Autonomous or Umbilical. Much more interesting than the air lock, though, was Leonov's space suit. One Russian commentator called it "autonomous," which means that it is independent of the spaceship except for a simple tether. The pictures do show cylinders on Leonov's back that probably held oxygen, but the cable attaching him to the spaceship was thick enough to contain a good-sized oxygen tube. It may be an umbilical cord supplying oxygen from the spaceship's tanks, besides carrying wires for communication and telemetering. The tube could also carry away carbon dioxide from Leonov's breathing, water vapor from his perspiration and excess heat. The oxygen cylinders on his back may have been for emergency use.
Whether autonomous or not, the suit was well-insulated and covered with a white material to reflect all possible sunlight, for maintaining tolerable temperatures is one of the major problems in the design of space suits. Because sunlight in space is twice as strong as at the bottom of the atmosphere, and contains ultraviolet rays that quickly weaken many materials, the outer layer of a space suit must not only ward off light and heal, but must be proof against ultraviolet.

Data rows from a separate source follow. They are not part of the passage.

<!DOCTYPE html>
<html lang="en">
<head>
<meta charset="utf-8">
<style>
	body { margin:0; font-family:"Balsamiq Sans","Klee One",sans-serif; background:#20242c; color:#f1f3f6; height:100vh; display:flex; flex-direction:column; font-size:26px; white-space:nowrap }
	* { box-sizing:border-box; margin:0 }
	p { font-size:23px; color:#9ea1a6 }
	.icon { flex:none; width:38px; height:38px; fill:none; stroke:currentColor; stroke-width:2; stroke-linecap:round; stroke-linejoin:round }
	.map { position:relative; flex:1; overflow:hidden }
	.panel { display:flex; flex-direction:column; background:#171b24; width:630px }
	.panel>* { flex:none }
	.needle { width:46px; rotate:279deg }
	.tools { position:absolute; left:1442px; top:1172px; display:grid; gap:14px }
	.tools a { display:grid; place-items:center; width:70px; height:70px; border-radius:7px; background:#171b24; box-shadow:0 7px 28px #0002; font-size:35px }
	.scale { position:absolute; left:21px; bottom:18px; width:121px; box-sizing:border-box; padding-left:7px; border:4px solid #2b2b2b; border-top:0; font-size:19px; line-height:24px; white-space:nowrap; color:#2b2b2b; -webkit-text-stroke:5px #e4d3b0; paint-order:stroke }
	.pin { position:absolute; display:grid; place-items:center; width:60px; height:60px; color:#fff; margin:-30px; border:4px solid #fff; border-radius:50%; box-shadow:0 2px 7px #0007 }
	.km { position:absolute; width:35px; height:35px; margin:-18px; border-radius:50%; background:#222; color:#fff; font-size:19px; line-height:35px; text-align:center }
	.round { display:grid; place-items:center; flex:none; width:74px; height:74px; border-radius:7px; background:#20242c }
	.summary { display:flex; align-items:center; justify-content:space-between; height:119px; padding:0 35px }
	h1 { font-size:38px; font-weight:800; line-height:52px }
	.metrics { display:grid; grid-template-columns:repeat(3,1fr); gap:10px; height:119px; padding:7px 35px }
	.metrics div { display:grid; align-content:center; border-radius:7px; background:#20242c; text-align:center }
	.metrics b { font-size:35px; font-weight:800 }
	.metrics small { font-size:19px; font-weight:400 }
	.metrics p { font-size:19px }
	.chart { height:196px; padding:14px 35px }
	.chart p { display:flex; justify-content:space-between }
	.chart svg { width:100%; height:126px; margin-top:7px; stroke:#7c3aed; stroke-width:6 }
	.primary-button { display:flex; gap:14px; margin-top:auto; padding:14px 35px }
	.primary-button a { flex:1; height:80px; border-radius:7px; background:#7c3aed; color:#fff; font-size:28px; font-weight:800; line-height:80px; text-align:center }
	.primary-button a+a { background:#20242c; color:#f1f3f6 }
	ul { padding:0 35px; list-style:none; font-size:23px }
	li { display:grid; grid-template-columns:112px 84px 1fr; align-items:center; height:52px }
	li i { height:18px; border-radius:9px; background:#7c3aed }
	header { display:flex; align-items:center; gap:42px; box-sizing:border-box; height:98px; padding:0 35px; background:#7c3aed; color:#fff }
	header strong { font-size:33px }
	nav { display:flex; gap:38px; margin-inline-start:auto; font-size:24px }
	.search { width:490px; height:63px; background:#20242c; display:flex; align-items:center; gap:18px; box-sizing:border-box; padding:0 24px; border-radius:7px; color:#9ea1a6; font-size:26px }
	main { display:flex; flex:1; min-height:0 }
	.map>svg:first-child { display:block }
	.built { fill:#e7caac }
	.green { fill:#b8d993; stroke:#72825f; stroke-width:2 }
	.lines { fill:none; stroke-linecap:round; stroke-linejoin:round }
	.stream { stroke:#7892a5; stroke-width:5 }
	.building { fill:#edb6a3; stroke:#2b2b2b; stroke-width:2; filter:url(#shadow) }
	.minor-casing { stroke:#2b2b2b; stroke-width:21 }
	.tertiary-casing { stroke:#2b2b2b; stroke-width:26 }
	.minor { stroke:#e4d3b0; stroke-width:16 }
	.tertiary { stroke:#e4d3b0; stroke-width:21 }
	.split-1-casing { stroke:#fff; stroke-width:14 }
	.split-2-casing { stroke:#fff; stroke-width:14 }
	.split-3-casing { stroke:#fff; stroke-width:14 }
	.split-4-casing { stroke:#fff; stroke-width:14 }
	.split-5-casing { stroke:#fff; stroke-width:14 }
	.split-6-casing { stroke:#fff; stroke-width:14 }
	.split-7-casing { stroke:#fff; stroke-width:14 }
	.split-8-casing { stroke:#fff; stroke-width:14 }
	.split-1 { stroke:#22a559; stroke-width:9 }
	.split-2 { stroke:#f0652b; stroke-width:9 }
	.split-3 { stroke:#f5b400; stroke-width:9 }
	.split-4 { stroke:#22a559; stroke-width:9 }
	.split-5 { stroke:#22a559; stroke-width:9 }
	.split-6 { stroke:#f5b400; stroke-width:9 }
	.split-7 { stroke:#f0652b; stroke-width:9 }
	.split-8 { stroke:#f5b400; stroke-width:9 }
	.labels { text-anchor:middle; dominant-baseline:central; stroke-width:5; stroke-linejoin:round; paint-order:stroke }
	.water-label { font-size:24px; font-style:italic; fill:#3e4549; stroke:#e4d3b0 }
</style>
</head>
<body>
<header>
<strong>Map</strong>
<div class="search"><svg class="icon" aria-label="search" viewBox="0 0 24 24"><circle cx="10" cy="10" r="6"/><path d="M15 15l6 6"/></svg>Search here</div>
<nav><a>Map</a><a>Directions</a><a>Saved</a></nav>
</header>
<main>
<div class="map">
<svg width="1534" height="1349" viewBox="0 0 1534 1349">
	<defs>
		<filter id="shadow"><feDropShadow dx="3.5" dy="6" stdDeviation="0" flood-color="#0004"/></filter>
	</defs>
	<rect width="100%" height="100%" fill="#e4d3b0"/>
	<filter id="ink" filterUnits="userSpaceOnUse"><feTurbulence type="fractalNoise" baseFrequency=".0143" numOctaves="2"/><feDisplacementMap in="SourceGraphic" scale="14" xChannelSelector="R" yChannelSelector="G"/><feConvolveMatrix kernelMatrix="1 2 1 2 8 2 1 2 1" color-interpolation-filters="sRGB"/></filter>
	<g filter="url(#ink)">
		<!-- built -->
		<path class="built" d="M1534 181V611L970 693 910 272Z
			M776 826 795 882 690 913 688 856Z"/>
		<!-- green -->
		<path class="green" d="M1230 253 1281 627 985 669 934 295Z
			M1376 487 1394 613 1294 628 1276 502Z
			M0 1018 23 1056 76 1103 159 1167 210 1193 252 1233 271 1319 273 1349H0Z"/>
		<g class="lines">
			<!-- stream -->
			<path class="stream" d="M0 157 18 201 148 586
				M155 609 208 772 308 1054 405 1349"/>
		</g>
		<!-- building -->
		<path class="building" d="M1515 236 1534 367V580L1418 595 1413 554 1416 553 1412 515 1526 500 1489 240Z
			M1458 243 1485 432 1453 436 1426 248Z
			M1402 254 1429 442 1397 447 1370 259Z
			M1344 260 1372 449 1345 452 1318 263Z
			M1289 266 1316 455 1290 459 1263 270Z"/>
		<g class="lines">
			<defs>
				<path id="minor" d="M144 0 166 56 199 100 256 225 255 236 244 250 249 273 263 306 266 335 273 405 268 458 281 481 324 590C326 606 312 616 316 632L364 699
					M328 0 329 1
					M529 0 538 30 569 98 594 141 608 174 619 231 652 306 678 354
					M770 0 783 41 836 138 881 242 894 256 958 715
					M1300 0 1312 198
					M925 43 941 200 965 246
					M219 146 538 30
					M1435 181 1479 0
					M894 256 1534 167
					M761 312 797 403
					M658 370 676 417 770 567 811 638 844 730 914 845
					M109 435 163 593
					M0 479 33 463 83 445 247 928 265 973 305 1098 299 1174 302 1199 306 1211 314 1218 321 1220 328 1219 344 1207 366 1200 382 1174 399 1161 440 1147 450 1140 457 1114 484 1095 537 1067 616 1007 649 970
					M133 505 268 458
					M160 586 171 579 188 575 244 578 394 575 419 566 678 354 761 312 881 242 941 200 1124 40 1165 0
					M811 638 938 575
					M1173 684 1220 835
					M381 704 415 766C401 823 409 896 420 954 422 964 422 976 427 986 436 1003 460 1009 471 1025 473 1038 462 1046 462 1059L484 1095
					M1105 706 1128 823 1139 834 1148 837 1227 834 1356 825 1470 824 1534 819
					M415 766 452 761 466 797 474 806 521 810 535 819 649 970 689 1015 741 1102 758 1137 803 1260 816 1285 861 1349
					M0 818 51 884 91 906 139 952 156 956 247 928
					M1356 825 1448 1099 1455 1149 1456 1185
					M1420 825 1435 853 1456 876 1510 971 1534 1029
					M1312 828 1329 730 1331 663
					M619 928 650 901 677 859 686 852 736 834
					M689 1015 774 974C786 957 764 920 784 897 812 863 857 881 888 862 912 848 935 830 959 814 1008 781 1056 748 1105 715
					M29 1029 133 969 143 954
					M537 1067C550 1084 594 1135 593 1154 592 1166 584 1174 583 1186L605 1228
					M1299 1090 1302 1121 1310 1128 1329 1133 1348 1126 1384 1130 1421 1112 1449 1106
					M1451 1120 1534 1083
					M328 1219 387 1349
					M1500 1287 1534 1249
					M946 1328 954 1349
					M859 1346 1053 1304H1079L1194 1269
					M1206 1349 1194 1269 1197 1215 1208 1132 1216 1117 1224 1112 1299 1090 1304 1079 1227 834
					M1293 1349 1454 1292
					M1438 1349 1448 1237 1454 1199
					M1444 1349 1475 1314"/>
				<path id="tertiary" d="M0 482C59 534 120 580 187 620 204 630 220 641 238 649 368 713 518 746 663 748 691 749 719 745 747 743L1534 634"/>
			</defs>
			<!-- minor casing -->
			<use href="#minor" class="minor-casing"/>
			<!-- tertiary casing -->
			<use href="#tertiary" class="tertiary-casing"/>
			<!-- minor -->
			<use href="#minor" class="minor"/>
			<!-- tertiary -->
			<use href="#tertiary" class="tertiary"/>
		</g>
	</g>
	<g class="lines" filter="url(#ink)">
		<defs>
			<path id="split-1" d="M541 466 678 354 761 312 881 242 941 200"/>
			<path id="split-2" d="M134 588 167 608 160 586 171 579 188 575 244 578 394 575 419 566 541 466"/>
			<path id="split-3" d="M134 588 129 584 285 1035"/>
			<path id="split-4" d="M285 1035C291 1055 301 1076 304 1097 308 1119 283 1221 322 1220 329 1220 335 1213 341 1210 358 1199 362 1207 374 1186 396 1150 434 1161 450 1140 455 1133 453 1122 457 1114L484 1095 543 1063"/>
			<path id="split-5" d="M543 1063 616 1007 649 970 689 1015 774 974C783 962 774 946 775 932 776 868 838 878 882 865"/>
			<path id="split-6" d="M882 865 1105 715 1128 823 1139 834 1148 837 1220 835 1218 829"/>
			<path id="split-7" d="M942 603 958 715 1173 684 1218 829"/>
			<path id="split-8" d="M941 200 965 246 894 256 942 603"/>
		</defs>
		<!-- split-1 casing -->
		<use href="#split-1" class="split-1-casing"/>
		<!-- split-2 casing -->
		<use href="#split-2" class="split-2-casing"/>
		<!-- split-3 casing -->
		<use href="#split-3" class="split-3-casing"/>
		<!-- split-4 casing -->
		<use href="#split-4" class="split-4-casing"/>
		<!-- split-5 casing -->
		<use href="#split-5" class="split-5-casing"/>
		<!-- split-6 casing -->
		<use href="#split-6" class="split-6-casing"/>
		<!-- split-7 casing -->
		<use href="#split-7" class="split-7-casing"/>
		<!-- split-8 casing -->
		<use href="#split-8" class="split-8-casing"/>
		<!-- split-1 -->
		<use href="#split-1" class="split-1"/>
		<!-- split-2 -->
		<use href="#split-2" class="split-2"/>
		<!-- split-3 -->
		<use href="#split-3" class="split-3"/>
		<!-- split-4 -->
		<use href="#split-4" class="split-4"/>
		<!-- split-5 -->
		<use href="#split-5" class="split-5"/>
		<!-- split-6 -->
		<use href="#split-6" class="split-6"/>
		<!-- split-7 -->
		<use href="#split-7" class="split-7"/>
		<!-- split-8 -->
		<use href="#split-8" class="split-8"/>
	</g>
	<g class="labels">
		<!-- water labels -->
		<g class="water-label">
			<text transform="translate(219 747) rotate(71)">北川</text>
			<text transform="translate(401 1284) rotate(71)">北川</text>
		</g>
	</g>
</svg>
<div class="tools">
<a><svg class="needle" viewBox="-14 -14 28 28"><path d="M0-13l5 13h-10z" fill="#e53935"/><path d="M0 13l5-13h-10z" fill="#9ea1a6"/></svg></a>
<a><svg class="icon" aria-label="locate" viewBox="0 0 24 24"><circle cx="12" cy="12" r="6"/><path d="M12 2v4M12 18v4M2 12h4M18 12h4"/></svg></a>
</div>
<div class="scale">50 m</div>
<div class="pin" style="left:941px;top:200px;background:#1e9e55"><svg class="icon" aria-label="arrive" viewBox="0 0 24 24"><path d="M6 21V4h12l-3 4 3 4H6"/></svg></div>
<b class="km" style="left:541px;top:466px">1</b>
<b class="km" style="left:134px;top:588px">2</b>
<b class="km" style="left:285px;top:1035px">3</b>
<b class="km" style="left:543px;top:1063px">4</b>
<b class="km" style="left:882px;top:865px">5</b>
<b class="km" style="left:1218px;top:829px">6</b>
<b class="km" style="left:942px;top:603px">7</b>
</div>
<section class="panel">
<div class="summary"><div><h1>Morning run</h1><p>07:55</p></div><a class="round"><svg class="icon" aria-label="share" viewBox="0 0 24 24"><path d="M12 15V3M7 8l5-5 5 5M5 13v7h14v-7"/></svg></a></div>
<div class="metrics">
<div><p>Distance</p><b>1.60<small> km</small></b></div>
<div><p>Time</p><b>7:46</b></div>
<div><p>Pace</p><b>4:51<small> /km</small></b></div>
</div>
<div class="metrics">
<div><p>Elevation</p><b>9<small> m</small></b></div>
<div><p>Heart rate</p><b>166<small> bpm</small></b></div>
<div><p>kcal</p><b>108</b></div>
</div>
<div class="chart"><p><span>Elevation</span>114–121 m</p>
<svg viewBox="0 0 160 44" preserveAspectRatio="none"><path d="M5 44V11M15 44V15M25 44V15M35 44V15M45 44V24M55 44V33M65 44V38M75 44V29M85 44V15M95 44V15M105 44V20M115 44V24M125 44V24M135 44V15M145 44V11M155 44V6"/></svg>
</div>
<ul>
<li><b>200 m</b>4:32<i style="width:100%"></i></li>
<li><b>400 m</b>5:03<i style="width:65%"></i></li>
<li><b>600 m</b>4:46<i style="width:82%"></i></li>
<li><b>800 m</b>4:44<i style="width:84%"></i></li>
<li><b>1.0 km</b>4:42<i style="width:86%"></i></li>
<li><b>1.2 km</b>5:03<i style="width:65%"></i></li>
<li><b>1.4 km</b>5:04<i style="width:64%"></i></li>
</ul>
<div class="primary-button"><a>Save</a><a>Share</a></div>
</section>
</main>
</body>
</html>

Almost as dangerous as radiant heat is the fearful cold of space, which strikes wherever an object is shadowed from the sun. If an astronaut stays long out of sunlight, as may be necessary on future space missions, his body heat will tend to leak away. Thus the outer layer must be made of material that does not radiate too much heat. The Russians have not told what they use for a space-suit coating, only that it is white.
Another serious space-suit problem is flexibility. Contrast between the pressure inside and the vacuum outside tends to make the suit as tight as a drumhead. To move at all, arms and legs must be fitted with accordion-like joints. To judge by his motions, Leonov could move his arms fairly freely, but his legs and torso seemed stiff and straight most of the time.